王神将面色平静,微微垂下眼眸,便要去拿茶盏,茶盏已经递到他手中。
抬眼,只见虚诚子一手递上茶盏,一边笑道:“师兄,自勾禹走后,你已缺席数届须弥洞试炼的观镜,试炼那日,我真没想过你会来。”
王神将接过茶盏,又听虚诚子低声道:“若你不在场,靠我们几个,既要顾念须弥幻境,又要擒住桓机,怕是要让他占尽便宜。”
王神将淡淡道:“军务冗忙,有空便来了。”
说罢,低头抿茶,虚诚子见他这般,也端了自己的茶来品,茶汤过喉,却是微笑着摇了摇头。
·
身上一阵寒冷,如堕入冰窟,一阵火热,如身处炉鼎。
阿青双眼紧闭,眉头紧锁,额头沁汗,已然被噩梦缠身。
少女天真明媚的笑颜在梦中不断闪现。
“师姐,从这儿回观里的路不好走,回门那天我等你来接我,好不好?”
“你还记得你已经成亲了吗?让你相公和儿子陪你一起回去啊。”
“是我不要他陪的,你和师父都对他不满意,讨厌他,我知道的。”
“知道你还嫁给他呀?算了,礼都成了,当我没说,行吧,那天我来接你。”
…………
“是你……是你把我困住,你明知道她会被袭击,对不对!”
“阿笙是神仙转世历劫之身,此世劫数未满,遭受反噬,不是我定要她在此时归位,而是她凡间的身躯已到了山穷水尽的地步,必须回归仙身蕴养元神,我知道你舍不得她,她也未必舍得下你,待来日时机成熟,我自会引你同她相见。”

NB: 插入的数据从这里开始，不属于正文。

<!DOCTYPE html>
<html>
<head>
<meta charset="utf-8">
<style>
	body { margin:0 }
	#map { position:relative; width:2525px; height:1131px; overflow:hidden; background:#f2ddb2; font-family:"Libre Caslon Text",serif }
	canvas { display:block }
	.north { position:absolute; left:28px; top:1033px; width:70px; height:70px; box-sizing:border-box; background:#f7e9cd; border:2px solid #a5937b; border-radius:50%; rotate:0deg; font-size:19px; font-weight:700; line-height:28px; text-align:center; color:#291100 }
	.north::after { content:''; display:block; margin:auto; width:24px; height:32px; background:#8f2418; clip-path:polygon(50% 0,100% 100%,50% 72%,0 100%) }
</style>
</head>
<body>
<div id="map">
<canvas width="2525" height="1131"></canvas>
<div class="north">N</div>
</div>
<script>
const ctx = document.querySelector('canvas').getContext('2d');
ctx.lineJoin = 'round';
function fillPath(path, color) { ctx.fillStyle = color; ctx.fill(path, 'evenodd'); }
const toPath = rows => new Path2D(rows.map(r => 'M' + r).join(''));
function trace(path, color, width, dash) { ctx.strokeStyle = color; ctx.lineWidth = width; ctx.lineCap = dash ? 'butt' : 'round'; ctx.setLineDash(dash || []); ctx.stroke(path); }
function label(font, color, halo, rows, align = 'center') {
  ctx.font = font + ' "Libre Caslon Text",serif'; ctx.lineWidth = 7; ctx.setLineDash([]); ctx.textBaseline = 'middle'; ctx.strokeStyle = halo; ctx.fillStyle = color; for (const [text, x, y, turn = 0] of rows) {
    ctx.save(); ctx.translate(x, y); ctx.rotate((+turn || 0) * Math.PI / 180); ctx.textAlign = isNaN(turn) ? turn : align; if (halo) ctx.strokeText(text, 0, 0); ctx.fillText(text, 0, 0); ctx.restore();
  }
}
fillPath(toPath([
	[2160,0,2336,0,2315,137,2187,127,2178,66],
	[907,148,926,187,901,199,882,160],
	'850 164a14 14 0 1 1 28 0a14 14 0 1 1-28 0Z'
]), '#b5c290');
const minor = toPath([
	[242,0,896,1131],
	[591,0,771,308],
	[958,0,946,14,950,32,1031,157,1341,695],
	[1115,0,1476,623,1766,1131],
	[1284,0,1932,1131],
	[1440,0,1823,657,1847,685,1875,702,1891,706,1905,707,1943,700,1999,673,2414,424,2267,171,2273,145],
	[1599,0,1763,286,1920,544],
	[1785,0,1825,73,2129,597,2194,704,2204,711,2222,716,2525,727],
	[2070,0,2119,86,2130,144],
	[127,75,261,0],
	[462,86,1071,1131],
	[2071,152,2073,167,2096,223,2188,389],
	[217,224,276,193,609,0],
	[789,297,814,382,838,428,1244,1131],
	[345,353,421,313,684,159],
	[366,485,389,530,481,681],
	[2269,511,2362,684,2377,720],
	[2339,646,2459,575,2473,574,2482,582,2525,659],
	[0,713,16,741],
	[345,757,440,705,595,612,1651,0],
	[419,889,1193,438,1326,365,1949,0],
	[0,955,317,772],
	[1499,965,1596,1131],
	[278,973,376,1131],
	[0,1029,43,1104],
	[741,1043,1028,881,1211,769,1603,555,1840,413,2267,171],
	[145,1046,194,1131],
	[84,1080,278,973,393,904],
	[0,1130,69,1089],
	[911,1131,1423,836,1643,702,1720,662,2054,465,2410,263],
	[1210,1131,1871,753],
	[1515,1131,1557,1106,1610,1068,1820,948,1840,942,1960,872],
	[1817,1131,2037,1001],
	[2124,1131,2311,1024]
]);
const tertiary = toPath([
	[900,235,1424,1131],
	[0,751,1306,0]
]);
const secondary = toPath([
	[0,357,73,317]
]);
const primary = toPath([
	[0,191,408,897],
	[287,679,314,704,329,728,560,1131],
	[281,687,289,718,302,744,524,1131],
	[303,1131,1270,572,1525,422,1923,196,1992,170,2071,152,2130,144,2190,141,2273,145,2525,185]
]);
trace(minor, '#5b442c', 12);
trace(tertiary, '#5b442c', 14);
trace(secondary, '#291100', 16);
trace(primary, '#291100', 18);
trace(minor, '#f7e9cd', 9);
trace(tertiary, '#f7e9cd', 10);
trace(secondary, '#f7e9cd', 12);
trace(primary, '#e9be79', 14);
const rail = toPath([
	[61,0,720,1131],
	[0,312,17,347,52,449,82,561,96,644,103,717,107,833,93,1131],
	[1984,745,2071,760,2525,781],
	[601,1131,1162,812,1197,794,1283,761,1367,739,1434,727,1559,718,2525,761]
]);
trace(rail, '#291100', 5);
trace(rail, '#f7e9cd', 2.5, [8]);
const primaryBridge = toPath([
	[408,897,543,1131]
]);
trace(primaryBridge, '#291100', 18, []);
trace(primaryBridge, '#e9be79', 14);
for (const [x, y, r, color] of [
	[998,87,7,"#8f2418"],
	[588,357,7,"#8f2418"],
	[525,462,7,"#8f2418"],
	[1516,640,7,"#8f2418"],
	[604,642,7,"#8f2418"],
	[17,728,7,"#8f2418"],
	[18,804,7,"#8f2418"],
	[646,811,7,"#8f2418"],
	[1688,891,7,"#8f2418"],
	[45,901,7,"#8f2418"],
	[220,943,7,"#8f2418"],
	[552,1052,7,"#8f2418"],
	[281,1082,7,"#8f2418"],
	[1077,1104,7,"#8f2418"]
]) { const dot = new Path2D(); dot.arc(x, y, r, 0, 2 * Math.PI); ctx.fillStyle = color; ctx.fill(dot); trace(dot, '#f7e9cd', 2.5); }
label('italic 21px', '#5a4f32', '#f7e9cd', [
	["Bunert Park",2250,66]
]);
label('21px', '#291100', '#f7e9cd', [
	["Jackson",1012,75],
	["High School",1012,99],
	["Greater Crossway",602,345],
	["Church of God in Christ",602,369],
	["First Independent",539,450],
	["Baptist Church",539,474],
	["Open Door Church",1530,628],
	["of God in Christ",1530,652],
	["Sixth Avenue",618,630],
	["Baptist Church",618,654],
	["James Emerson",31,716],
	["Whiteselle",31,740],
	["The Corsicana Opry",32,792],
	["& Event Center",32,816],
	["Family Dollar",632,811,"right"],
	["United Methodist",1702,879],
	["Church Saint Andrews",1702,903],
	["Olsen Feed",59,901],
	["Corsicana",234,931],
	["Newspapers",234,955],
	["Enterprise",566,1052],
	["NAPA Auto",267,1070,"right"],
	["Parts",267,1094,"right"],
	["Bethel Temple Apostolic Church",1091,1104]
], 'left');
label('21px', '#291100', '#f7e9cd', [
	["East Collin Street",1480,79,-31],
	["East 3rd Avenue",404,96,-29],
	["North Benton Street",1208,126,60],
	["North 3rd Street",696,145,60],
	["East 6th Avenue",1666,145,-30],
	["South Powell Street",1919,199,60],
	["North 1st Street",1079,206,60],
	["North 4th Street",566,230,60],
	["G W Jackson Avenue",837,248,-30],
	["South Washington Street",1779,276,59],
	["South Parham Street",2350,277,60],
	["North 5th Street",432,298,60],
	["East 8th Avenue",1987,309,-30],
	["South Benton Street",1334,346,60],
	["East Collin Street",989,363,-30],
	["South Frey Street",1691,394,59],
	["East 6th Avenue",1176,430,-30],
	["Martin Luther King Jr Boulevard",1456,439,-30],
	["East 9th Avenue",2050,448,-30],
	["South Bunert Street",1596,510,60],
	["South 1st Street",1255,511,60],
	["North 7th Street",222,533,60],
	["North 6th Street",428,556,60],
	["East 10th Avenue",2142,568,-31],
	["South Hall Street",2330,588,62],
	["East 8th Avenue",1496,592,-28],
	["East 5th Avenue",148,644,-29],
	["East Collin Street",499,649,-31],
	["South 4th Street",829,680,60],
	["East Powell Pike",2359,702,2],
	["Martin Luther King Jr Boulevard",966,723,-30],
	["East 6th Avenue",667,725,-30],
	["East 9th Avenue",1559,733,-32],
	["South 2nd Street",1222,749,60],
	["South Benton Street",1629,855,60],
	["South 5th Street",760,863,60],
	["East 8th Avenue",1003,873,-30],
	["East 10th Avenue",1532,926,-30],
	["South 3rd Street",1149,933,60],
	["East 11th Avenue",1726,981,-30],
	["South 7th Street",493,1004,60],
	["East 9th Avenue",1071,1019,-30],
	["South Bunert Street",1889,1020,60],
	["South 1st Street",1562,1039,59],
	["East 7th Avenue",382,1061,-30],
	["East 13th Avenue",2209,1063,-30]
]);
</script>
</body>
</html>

“你说什么混账话!你看不见吗?阿笙,你刚过门的妻子,我师妹,她就在这儿,她的血凉了,眼睛不动了,不会再叫你和我的名字,不会再抓住你和我的手了,她死了!”
她的小师妹,大婚三日,便在回门路上死于蛇妖之手。
“我知道你此刻难过,可她本非凡人,寿命不以凡世论,此间所失不过**凡胎,尘缘尽了,更有仙寿无穷,倒是你,人之一生,极其短暂,来日怕是要轮到她来为你之死难过。”
“你又在说什么狗屁前世,她不是告诉过你她不记得吗!没有了,再也不会有了,阿笙就是阿笙,世上不会再有别的人是阿笙,她死了,她没有了!”
“阿笙就是眉音,眉音就是阿笙,你为什么就是不肯相信!”
“我不管!杀人偿命,这是凡间的规矩,你算什么狗屁神仙,阿笙原来过的好好的,你要下来扰她的命数,完了不满意,还要杀她!”
“你懂什么!她这一世原本要尝尽世间苦楚,饱受世间孤苦,又比我给她的安排好多少!”
“要你管!我和师父会护着她的!”
“天意要她受苦,你这样的凡人如何能改?再说了,我这么做,她是愿意的!”
“不是,不是她愿意!是你说的那个眉音愿意!你们都满意这样做,可对阿笙不公平!她不想死,也不想去做什么神仙!”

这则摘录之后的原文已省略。